Some days it feels like Casey has been gone for so long, and others it feels like it just happened. Time has really been messing with my head. We are still doing our best to keep ourselves busy and distracted from reality, but some days just suck. We get through them and do our best to make our baby girl proud.
Friday was 3 months. It was a hard and a good day at the same time. Tim found himself face-to-face with one of the suction machines and couldn’t help but push the button to see if the battery was still charged. I’m glad of glad it wasn’t. I think that sound may have been more than I could have handled. When he pointed out that the batteries no longer held a charge we realized it was the 10th and both of us were hit with the 3 month reminder as we stood there staring at each other and the machines.
We had a special event to attend over lunch for Casey, so that helped a lot.
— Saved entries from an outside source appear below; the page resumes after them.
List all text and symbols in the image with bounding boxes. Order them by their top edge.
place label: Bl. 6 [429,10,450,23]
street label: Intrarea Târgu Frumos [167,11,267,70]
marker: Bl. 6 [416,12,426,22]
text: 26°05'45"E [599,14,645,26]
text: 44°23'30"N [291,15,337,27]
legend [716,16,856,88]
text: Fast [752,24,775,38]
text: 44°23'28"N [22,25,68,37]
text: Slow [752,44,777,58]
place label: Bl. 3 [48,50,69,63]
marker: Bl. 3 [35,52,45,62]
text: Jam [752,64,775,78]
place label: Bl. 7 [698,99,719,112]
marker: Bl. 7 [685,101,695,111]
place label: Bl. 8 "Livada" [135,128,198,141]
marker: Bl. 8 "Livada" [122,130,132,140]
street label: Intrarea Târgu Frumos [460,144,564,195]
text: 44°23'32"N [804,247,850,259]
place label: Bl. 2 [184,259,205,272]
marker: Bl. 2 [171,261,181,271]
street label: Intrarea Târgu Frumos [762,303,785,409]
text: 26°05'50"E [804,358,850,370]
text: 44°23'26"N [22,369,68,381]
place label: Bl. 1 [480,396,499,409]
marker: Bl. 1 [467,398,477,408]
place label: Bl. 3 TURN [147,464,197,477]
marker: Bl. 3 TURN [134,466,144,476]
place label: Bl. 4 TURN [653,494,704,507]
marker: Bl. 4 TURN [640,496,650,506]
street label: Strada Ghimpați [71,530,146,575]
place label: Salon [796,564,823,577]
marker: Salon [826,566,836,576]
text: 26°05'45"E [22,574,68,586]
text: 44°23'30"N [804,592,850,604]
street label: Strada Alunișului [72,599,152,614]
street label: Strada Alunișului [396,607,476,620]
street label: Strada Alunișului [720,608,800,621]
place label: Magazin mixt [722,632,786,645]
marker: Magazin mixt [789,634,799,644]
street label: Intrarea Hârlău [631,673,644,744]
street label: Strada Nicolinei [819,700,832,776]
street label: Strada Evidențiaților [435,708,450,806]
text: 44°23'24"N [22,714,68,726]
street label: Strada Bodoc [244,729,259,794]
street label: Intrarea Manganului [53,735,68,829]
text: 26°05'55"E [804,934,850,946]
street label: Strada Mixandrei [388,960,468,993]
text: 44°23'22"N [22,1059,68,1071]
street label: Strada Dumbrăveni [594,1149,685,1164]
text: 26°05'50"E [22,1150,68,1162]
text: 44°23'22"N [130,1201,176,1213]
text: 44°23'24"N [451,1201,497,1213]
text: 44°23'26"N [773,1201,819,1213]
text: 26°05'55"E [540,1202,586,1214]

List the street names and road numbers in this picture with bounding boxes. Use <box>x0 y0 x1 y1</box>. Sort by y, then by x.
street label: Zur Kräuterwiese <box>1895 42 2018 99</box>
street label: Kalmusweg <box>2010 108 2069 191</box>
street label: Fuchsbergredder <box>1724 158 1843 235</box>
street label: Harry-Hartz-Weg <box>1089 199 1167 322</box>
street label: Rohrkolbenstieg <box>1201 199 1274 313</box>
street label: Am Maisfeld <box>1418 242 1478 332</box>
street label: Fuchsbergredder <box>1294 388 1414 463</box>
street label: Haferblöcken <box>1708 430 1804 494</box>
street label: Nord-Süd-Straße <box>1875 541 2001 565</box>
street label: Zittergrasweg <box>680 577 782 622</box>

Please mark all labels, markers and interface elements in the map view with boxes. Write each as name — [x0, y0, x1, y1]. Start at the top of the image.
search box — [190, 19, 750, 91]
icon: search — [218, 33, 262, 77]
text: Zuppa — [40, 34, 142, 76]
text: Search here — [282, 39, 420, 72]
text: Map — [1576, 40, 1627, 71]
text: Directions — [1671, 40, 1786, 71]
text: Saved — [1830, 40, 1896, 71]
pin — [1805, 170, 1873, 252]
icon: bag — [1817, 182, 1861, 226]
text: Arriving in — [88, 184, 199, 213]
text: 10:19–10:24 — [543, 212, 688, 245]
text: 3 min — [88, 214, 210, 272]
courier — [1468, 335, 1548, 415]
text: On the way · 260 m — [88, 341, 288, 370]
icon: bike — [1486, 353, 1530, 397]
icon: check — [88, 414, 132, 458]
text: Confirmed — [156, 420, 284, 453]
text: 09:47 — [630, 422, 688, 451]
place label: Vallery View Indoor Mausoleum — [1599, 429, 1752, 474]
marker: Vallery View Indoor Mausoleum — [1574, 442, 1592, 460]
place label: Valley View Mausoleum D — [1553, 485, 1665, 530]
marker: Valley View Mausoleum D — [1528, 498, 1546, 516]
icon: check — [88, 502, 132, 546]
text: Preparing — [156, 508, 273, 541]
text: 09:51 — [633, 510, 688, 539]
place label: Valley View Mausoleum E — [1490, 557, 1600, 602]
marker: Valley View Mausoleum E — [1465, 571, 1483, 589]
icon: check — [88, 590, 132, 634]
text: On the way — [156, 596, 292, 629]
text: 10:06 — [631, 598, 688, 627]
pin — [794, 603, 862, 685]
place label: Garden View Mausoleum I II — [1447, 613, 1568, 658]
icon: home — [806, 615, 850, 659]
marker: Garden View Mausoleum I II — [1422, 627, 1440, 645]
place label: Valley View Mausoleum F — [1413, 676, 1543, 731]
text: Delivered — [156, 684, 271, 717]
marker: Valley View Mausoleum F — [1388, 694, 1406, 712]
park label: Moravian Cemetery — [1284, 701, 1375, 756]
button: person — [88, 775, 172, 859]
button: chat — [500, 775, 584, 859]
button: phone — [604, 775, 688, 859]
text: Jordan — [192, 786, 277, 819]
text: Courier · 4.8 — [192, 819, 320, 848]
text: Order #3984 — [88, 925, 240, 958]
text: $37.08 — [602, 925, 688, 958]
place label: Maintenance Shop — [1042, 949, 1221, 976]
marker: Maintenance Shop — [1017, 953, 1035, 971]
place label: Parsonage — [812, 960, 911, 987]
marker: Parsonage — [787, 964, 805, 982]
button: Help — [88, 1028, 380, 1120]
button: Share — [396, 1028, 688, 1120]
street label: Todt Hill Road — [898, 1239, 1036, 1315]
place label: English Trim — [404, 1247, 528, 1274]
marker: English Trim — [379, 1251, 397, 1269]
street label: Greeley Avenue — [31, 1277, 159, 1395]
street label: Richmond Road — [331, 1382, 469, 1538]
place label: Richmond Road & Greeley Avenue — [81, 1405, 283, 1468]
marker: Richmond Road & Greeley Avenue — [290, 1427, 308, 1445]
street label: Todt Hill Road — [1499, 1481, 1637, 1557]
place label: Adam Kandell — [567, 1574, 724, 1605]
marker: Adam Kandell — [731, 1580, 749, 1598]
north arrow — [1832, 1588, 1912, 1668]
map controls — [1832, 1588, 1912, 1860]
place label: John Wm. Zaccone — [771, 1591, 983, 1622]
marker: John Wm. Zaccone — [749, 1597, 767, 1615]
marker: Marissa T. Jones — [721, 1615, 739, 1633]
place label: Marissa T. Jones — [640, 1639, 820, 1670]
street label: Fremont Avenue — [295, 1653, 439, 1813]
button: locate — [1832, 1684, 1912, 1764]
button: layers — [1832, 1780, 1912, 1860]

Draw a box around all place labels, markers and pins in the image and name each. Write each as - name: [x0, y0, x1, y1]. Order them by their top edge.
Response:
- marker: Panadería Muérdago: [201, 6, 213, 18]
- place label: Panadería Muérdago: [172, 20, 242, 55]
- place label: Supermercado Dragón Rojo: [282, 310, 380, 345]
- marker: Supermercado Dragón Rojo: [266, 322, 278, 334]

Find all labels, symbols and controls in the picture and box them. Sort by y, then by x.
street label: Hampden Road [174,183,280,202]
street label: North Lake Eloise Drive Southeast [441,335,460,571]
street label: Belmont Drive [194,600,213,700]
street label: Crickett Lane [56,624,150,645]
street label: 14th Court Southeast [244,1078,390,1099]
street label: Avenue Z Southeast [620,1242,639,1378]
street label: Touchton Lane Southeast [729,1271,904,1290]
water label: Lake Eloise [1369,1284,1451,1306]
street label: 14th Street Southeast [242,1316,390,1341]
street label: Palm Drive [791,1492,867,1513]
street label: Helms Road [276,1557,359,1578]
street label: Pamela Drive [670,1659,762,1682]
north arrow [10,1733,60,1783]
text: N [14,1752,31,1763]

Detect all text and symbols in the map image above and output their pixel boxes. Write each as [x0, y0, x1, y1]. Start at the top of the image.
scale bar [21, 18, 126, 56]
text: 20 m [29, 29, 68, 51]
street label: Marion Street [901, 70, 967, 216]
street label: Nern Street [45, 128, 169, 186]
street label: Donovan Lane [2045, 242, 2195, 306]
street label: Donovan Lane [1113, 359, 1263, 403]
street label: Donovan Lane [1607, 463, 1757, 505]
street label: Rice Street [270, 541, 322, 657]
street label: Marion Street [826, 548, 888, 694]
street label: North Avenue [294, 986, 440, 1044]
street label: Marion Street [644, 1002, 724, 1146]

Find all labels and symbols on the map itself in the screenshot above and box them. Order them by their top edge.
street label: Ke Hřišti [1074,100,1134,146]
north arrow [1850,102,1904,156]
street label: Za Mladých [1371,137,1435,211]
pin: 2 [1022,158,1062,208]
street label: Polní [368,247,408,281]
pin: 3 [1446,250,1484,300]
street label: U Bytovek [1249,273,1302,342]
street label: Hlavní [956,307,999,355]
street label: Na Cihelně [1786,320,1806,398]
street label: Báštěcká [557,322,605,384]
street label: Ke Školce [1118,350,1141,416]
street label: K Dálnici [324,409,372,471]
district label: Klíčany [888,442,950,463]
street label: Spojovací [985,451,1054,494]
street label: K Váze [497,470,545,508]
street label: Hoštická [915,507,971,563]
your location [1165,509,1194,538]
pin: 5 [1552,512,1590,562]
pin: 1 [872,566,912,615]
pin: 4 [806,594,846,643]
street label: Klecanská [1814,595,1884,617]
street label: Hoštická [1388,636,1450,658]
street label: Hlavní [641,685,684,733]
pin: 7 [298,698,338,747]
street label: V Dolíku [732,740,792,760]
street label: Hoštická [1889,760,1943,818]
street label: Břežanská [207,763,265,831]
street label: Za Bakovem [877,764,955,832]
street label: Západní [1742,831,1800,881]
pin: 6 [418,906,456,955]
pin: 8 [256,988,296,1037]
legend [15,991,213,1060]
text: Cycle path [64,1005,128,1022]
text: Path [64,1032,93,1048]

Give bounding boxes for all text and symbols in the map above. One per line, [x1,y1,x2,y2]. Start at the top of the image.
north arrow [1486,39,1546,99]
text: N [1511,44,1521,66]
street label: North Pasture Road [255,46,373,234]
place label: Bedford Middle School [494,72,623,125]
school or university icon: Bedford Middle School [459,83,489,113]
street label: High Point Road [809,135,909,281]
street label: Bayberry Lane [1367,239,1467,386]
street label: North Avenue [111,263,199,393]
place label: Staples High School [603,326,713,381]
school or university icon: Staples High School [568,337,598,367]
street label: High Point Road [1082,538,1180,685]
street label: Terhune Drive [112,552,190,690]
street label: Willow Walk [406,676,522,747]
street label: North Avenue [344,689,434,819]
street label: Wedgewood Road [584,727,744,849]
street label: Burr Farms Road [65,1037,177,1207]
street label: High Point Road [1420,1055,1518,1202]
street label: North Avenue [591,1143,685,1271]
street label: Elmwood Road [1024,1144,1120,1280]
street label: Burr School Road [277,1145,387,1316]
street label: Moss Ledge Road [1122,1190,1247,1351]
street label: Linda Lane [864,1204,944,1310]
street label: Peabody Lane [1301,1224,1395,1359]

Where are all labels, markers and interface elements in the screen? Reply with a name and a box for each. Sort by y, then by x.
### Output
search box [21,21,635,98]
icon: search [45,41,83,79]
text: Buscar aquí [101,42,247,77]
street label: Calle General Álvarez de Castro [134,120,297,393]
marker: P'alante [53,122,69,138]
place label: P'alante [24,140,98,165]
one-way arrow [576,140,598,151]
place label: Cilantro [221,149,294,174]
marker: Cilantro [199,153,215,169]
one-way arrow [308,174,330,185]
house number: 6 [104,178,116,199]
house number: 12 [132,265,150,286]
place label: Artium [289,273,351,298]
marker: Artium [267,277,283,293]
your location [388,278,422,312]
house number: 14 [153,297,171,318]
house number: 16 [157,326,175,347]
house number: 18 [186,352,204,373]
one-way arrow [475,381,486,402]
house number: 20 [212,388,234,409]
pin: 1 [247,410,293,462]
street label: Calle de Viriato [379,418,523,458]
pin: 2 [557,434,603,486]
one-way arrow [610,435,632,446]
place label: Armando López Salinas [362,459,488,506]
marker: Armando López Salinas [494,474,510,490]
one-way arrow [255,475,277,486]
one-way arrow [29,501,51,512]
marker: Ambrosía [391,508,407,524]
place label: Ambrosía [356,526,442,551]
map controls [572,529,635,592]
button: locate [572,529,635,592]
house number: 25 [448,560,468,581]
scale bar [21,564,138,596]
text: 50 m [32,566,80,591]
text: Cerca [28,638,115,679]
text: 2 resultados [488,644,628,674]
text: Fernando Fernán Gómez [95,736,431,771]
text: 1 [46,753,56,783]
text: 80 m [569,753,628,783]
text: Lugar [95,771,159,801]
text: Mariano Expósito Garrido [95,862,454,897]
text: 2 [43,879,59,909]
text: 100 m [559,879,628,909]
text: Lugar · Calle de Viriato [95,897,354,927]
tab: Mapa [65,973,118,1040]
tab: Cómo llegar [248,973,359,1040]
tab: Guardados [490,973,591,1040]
Casey’s girl scout troop was at camp all last week. There were lots of other troops there as well- about 150 kids total. The camp does a service project each year and this year they chose Casey’s Circle. Since we do the holiday party and Santa gives all the kids books, the scouts all made special book marks. They were all so sweet and we loved each and every one of them. The last day of camp was Friday and Tim and I were invited to pick-up the bookmarks as part of their closing ceremonies. All of the scouts knew about Casey and put their hearts into their project. It was really special for us. We explained to the group that Casey loved reading, arts and crafts & being a scout. It was pretty cool that they were able to combine 3 of her favorite things into that one project.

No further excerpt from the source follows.